An Introduction to RLS Security Policies: Level 3 of the Stairway to Row-Level Security

  • Comments posted to this topic are about the item An Introduction to RLS Security Policies: Level 3 of the Stairway to Row-Level Security

  • Steve Jones - SSC Editor - Wednesday, January 30, 2019 12:09 AM

    It is great that MS SQL2016 has an out-of-the-box solution for supporting multi-tenancy. But using tenant identification set on the CONTEXT_INFO mechanism has me a little concerned. This onus of setting this  information is on the database clients and getting it wrong can result in data leakage. At the higher level, what are the architectural mechanism that can be employed to set this information reliably ? In our case, the clients use Entity Framework to reverse engineer code from the database and use the reverse engineer code for data access. The developers do not tinker with the reverse generated code.  In such an environment, how is the CONTEXT_INFO set to a tenant id on the connection ?

    Thankd

  • Use SESSIONS_CONTEXT() instead. Still some dangers. What you can better used is actual SUSER_SNAME() results. Note that if you use this with groups, like ISMEMBER(), there is a load in checking this. I'd really try to secure read only items in SESSION_CONTEXT() when someone logs in

  • Hello Steve,

    Great article, I found it very helpful.

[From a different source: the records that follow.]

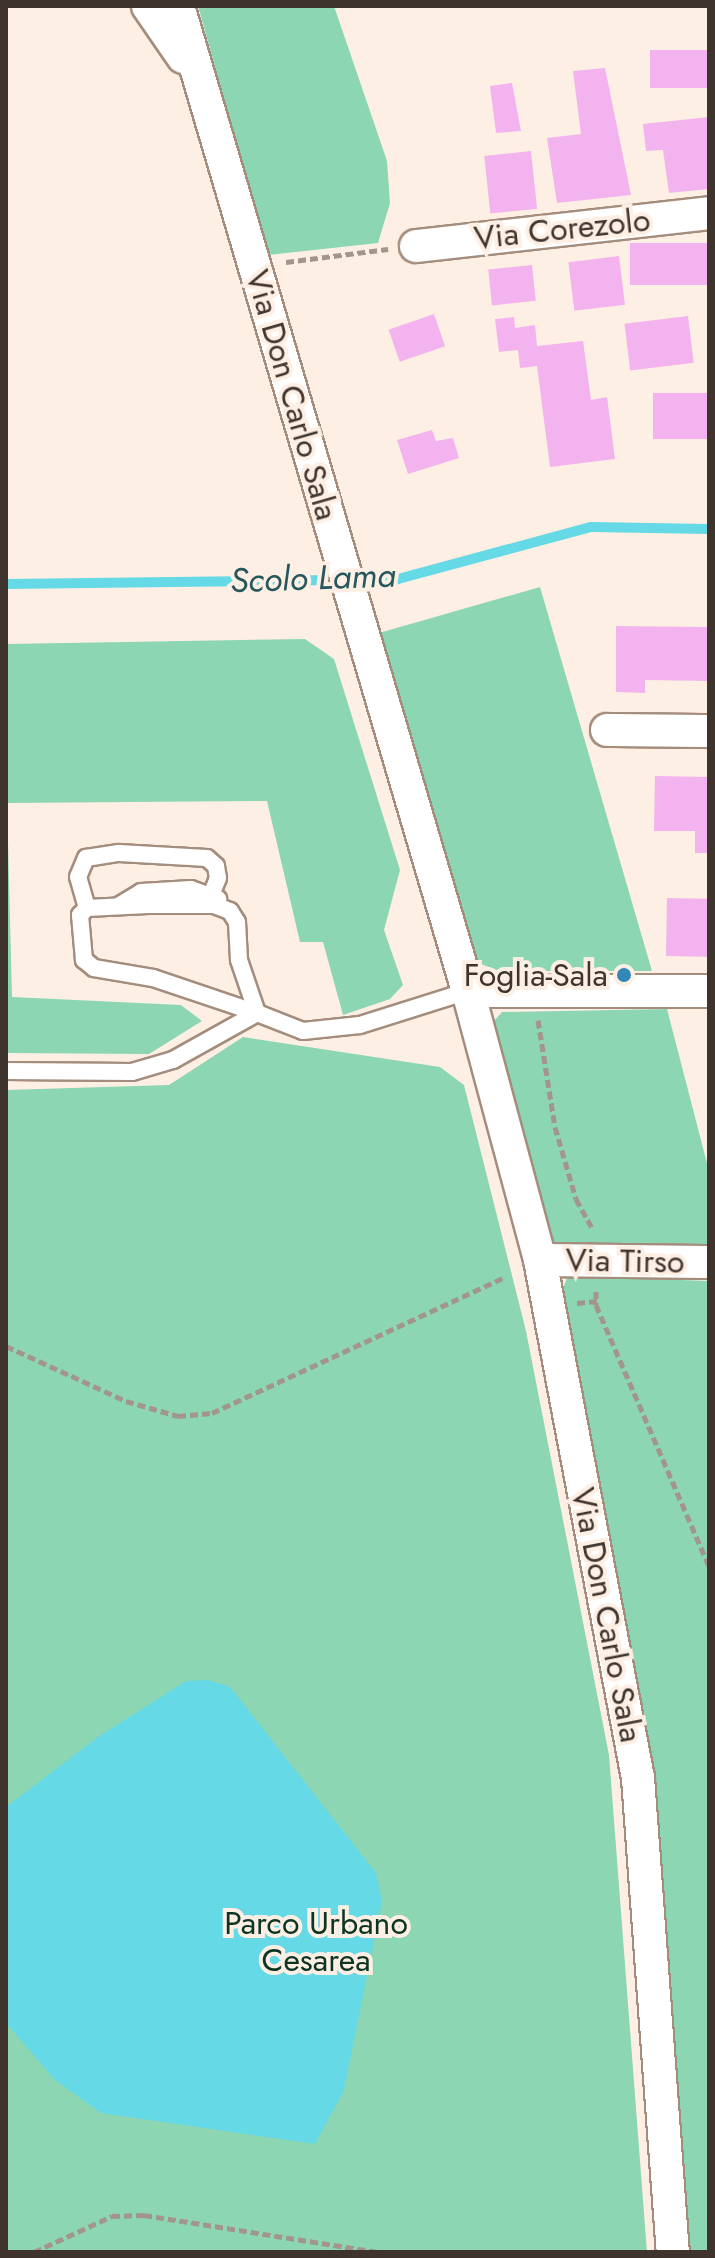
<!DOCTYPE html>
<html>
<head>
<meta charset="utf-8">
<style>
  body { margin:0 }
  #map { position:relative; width:715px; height:2258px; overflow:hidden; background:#feefe4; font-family:Jost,sans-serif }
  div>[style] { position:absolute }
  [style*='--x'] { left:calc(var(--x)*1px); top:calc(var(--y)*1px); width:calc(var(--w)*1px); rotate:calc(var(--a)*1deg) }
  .green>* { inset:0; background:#8cd6b3 }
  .water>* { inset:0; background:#65d9e5 }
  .stream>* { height:10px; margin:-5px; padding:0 5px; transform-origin:5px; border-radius:5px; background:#65d9e5 }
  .building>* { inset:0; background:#f2b3ef; transform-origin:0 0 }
  .path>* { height:5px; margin-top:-2.5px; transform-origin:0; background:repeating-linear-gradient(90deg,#a2958c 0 8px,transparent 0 12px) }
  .roads { filter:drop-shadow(2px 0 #a48d7c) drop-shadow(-2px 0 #a48d7c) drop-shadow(0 2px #a48d7c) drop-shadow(0 -2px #a48d7c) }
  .lane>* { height:16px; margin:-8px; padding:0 8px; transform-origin:8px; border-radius:8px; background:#fff }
  .street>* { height:32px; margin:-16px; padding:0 16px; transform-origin:16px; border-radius:16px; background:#fff }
  .dots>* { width:22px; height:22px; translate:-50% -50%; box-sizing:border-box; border:4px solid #feefe4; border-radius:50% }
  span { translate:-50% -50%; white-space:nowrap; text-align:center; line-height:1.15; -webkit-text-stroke:8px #feefe4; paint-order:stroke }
  .street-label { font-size:32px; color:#3e342d }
  .poi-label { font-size:32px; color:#3e342d }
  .right { translate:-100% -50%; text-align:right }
  .park-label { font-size:32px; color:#0b3423 }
  .water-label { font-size:34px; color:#25575d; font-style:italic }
  .frame { position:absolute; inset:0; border:8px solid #3e342d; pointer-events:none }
</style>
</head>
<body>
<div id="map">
  <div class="green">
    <div style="clip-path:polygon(198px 6px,334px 6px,387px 161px,390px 203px,378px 243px,268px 255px)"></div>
    <div style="clip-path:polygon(540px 587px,652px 971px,499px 971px,473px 961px,379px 633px)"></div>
    <div style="clip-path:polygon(305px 639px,334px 659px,400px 870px,384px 930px,403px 985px,390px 999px,343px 1015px,323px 942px,300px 942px,267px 801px,7px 803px,12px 997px,181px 1005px,202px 1021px,149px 1054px,6px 1053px,6px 644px)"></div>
    <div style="clip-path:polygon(667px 1009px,709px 1171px,709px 1248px,557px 1244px,549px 1238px,491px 1030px,494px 1021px,502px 1012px)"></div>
    <div style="clip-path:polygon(243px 1037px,440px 1067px,464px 1085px,526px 1331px,609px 1755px,647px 2252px,6px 2252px,6px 1090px,169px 1085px)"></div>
    <div style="clip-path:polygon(568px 1276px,709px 1281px,709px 2252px,683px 2252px,666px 1963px,615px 1566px,559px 1297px)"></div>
  </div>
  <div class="water">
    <div style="clip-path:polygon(208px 1680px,230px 1687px,376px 1873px,382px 1901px,344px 2090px,315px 2144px,101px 2113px,55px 2080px,6px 2023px,6px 1807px,98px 1737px,186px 1681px)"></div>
  </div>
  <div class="stream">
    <div style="--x:6;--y:584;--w:392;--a:-0.7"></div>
    <div style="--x:398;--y:579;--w:200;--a:-15.1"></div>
    <div style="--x:591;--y:527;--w:118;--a:1"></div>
  </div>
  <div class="building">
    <div style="left:709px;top:50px;width:38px;height:59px;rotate:90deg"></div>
    <div style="clip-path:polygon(605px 68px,631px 195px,557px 203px,547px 138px,581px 134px,573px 71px)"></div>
    <div style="clip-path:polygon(512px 83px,521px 131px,496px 133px,490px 86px)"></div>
    <div style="clip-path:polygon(709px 117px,709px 189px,669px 193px,663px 150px,646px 151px,643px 124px)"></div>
    <div style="left:531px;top:151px;width:58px;height:47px;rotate:84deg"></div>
    <div style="left:709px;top:243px;width:42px;height:79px;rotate:90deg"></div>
    <div style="left:619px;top:256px;width:49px;height:51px;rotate:83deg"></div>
    <div style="left:532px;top:265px;width:36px;height:44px;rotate:84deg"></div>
    <div style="left:434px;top:314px;width:34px;height:48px;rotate:71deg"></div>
    <div style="left:688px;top:316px;width:47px;height:64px;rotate:83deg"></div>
    <div style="clip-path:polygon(514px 317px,515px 328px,535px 325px,537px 346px,583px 341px,591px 400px,607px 397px,615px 459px,550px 467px,537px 366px,520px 368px,518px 350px,499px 352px,495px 319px)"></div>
    <div style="left:709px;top:393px;width:46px;height:56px;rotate:90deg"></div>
    <div style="clip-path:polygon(432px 430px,436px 441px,453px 438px,459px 458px,408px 474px,397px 440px)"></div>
    <div style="clip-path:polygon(616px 626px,709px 627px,709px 681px,645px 680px,645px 693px,616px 692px)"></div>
    <div style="clip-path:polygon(655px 776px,709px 777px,709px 853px,695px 853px,695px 831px,654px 831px)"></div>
    <div style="left:667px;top:898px;width:42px;height:58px;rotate:1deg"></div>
  </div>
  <div class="path">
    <div style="--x:286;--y:262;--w:103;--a:-7.3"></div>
    <div style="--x:538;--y:1020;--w:108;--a:81"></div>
    <div style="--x:555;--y:1127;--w:75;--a:73.7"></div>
    <div style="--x:576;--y:1199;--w:35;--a:61"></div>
    <div style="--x:596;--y:1291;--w:14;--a:90"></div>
    <div style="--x:596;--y:1305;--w:284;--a:66.6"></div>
    <div style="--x:577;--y:1303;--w:20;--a:-6"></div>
    <div style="--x:6;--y:1346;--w:132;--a:24.6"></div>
    <div style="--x:126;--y:1401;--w:54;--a:16.1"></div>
    <div style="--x:178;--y:1416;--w:34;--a:-5"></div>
    <div style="--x:212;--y:1413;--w:323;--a:-24.9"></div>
    <div style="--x:34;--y:2252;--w:86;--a:-24.8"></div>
    <div style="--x:112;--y:2216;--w:32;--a:-2"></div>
    <div style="--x:144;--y:2215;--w:237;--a:9"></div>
  </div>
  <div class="roads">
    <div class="lane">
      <div style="--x:148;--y:905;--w:66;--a:0"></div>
      <div style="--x:214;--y:905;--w:17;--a:21"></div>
      <div style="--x:230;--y:911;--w:13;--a:58"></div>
      <div style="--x:237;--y:922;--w:38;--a:87"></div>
      <div style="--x:239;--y:960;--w:56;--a:71.2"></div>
      <div style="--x:257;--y:1013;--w:110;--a:-161.4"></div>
      <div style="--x:153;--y:978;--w:60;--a:-170.4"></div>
      <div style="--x:94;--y:968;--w:13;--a:-141"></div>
      <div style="--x:84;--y:960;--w:45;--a:-95.1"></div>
      <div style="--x:80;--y:915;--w:10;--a:-45"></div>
      <div style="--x:87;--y:908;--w:61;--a:-2.8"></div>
      <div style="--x:118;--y:906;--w:27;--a:-31"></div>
      <div style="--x:141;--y:892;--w:50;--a:-3.4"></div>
      <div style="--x:191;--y:889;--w:29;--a:20"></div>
      <div style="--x:87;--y:908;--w:32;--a:-106"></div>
      <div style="--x:78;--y:877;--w:21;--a:-67"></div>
      <div style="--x:86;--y:858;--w:33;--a:-9"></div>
      <div style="--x:119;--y:853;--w:88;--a:3.3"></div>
      <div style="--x:207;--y:858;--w:12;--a:42"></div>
      <div style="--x:216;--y:866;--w:12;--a:81"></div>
      <div style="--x:218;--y:878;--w:18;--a:112"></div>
      <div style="--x:6;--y:1071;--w:126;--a:0.5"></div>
      <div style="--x:132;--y:1072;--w:43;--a:-16.3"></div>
      <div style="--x:173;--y:1060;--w:96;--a:-29.2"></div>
      <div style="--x:257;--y:1013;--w:49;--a:21.4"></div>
      <div style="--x:303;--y:1031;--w:57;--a:-6"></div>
      <div style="--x:360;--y:1025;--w:113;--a:-17.5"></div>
    </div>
    <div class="street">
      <div style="--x:148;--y:6;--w:62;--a:55.5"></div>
      <div style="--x:178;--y:6;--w:1027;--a:73.59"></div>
      <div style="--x:468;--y:991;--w:278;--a:75"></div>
      <div style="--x:540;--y:1260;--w:527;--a:79.29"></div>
      <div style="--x:638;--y:1778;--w:475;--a:85.8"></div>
      <div style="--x:416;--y:246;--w:295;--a:-6.4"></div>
      <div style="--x:607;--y:730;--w:102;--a:0.6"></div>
      <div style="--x:468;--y:991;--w:241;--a:0"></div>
      <div style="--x:540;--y:1260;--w:169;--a:0.7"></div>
    </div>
  </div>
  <div class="dots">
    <div style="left:624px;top:975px;background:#3388b8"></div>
  </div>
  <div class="street-label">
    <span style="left:562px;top:229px;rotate:-6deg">Via Corezolo</span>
    <span style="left:292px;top:395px;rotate:74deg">Via Don Carlo Sala</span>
    <span style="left:625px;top:1261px;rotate:1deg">Via Tirso</span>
    <span style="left:607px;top:1615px;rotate:79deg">Via Don Carlo Sala</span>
  </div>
  <div class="poi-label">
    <span class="right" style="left:608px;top:975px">Foglia-Sala</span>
  </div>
  <div class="park-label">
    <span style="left:316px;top:1942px">Parco Urbano<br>Cesarea</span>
  </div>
  <div class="water-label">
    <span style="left:313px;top:578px;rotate:-2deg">Scolo Lama</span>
  </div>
  <div class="frame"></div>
</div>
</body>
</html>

    I am implementing RLS on a sql database and I have come across a best practice question that I can't seem to find any opinions on online. This is my understanding:

    A Security Policy is essentially a group of Security Predicates

    A Security Predicate is a filter on a table thru a function

    The security policy appears to have no limit on the number of security predicates or their relevance to one another (different tables, schemas, funcions).

    Is it better to keep all security predicates in one security policy or somehow group the predicates into different policies? What are the pros and cons of keeping them all together?

    Thanks

  • Sorry, got busy and forgot about this.

    I think if things are related, it's good to have them in one policy, so that you see them. If you start to have reasons to separate them, then I think that's fine. There isn't a lot of guidance on this, and as I work with it, I'm not sure myself what makes the most sense.

    Keeping them together means they are covered in one place, and there is visibility. However, this also means that if you want separate rights for different groups, it's cumbersome to make changes.

     

  • Thanks for the response!

    One comment from your response sparks another question for me. You say "However, this also means that if you want separate rights for different groups, it's cumbersome to make changes.".

    Is this in reference to security groups? If it is, can predicates be group specific? For instance, two predicates for the same table but one is for security group A and one is for security group B. Or am I misunderstanding that portion of your response.

    Thanks again for the response. It is very helpful to get your opinion.

  • More that you are applying an "all or nothing" for the policy to all objects, meaning that the predicates are one big group. If I needed to have a separate predicates for other tables, I need separate policies. That has it's own complexities v having multiple polices, each being simpler.

     

    It's a thorny mess, and I haven't seen enough people implement at scale over time to get good understanding of what's better.